The White House on Saturday morning announced that a counterterrorism operation carried out overnight in al-Amr, Syria led to the death of Abu Sayyaf and the capture of his wife, Umm Sayyaf.

Sayyaf was known to be a senior leader within the Islamic State and his wife is also suspected of having played a prominent role in the terrorist organization.

As a senior leader, Sayyaf oversaw the Islamic State's oil and gas operation, one of the group's most lucrative streams of profit. ISIS has pillaged and taken over oil fields, selling the oil at below market value. Sayyaf also played a role in ISIS military operations.

In addition to capturing Umm alive, U.S. forces rescued a young Yazidi woman who was not identified. The woman was a slave to the Sayyaf family. "We intend to reunite her with her family as soon as feasible," the White House said.

ISIS has been tormenting the Yazidi people over the last year. Many Yazidi men were killed, whereas women were sold into slavery. U.S. forces believe Umm Sayyaf "may have been complicit in the enslavement of the young woman." Her role in the larger Yazidi slave industry remains to be determined.

Umm Sayyaf will be held in a U.S. military detention center in Iraq indefinitely. "We are working to determine an ultimate disposition for the detainee that best supports the national security of the United States and of our allies and partners, consistent with domestic and international law," the White House said. The Red Cross will have access to Sayyaf while she is detained.
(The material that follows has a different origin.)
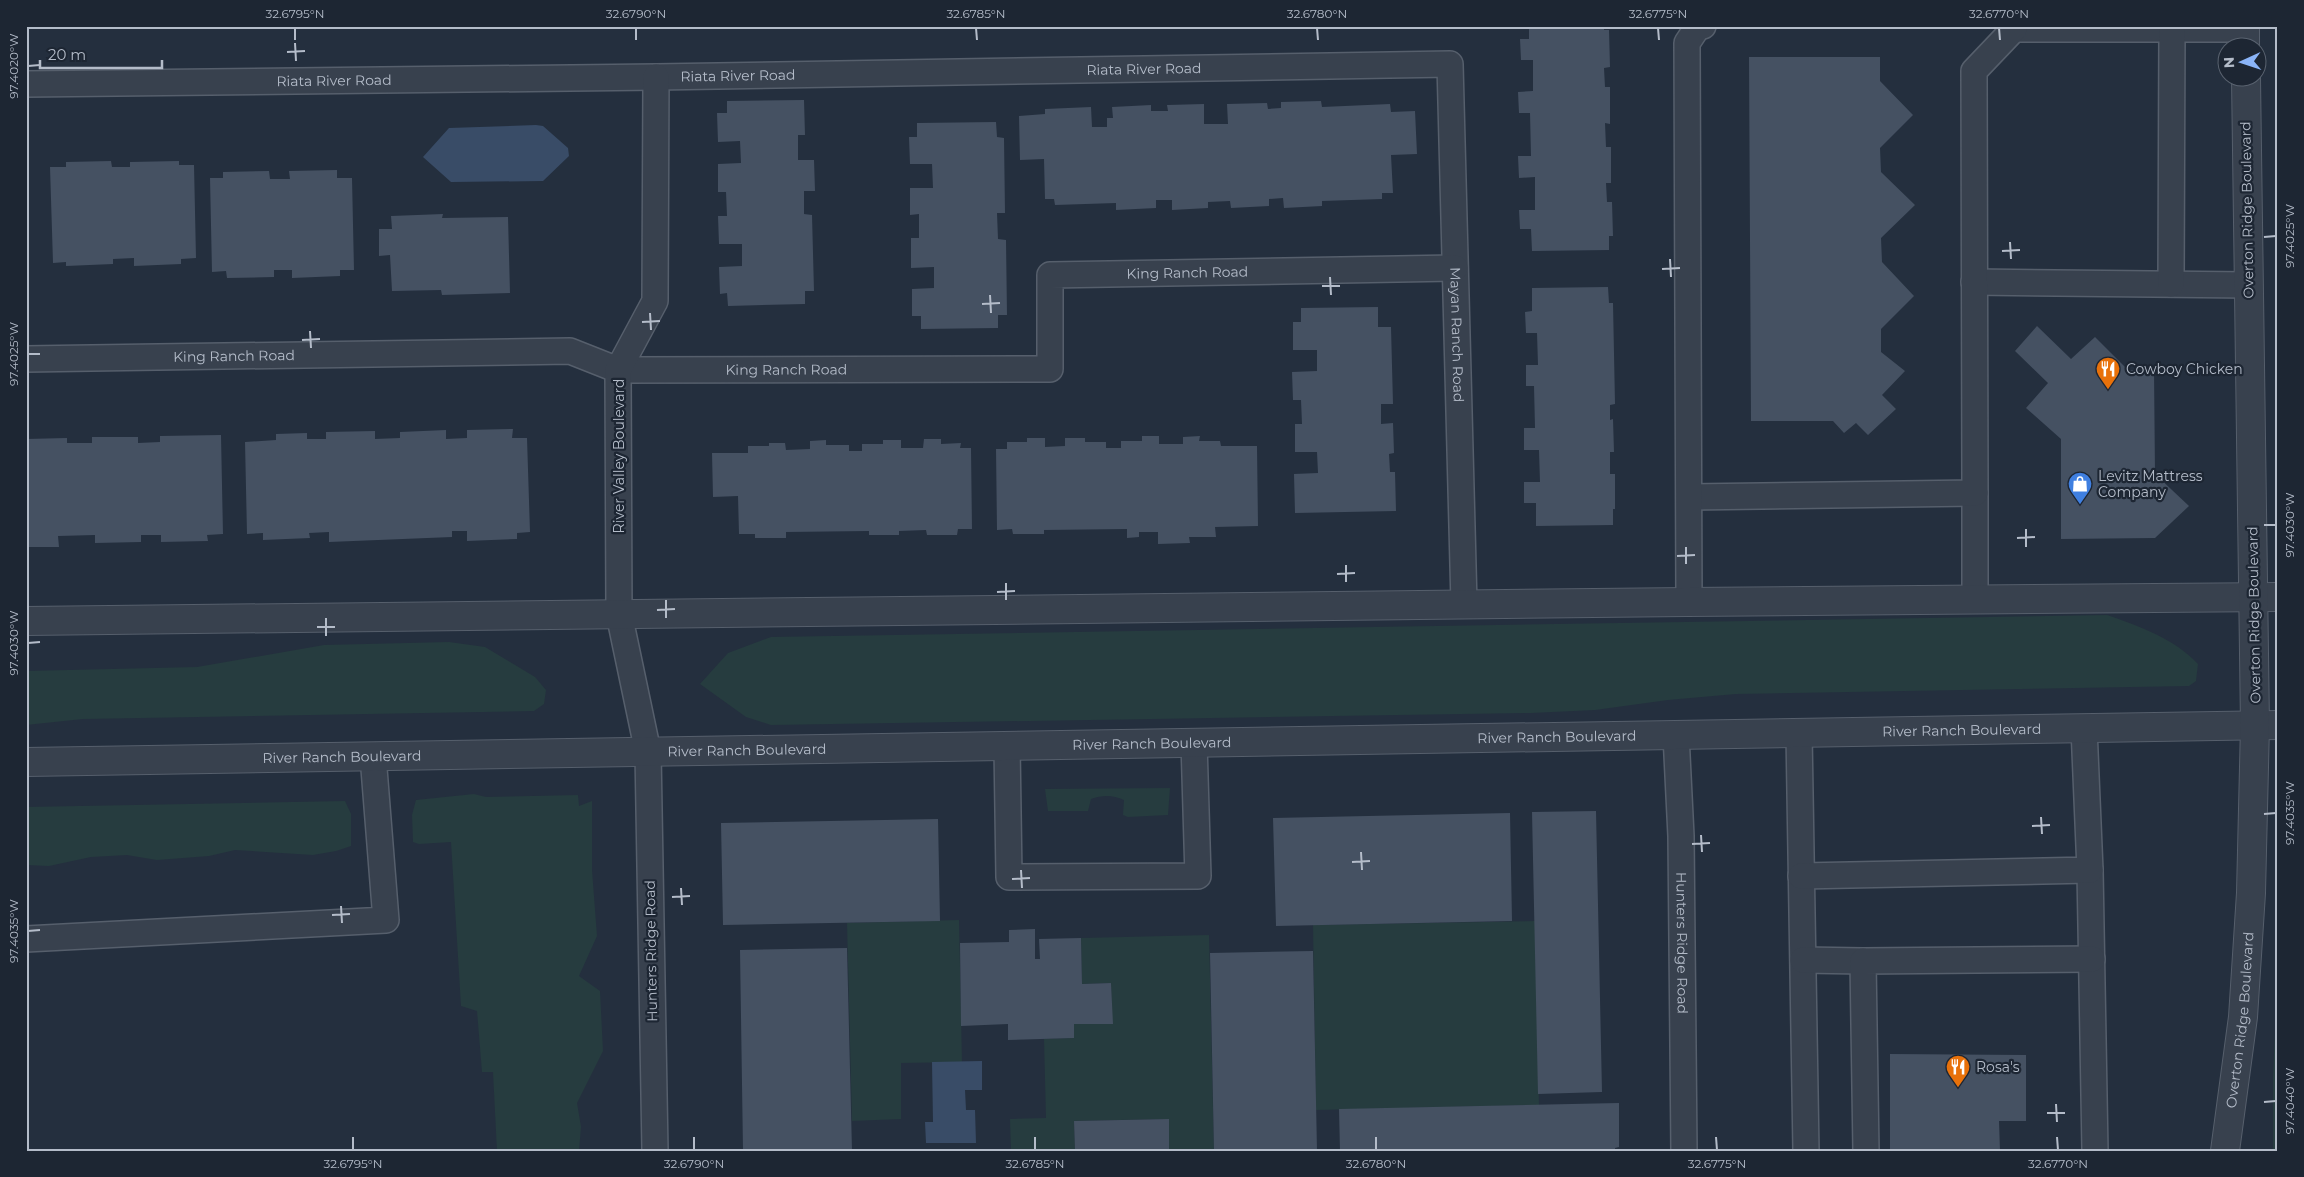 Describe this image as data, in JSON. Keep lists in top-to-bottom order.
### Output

The capture of a female ISIS leader will likely shed light on the role women play within ISIS. In the past, ISIS has indicated it valued the roles of two particular high-ranking female terrorists: Aafia Siddiqui, better known as "Lady Al-Qaeda," and Sajida al-Rishawi, who is affiliated with Al-Qaeda, though she may have relatives in ISIS. The Islamic State attempted to trade American hostages James Foley and, later, Steven Sotloff for Siddiqui. The group attempted to swap Japanese hostage Kenji Goto Jogo for al-Rishawi with the Jordanian government. In all instances, the swaps were not carried out.

Though these women are viewed in high regard by the Islamic State, other women are relegated to household tasks and are not allowed to exit the home without having a man escort them. Newsweek obtained access to the diary of a Western woman who joined ISIS, in which she writes it is "completely impossible" for women to participate in battle for the terrorist organization. As the public has been made aware of Umm Sayyaf's captivity, more information may eventually become available on the roles she and other women took on within the Islamic State.

The president praised the success of the operation. "The United States will continue to stand shoulder-to-shoulder with our Iraqi partners in our effort to degrade and ultimately destroy ISIL," the White House concluded, using an alternative title for ISIS.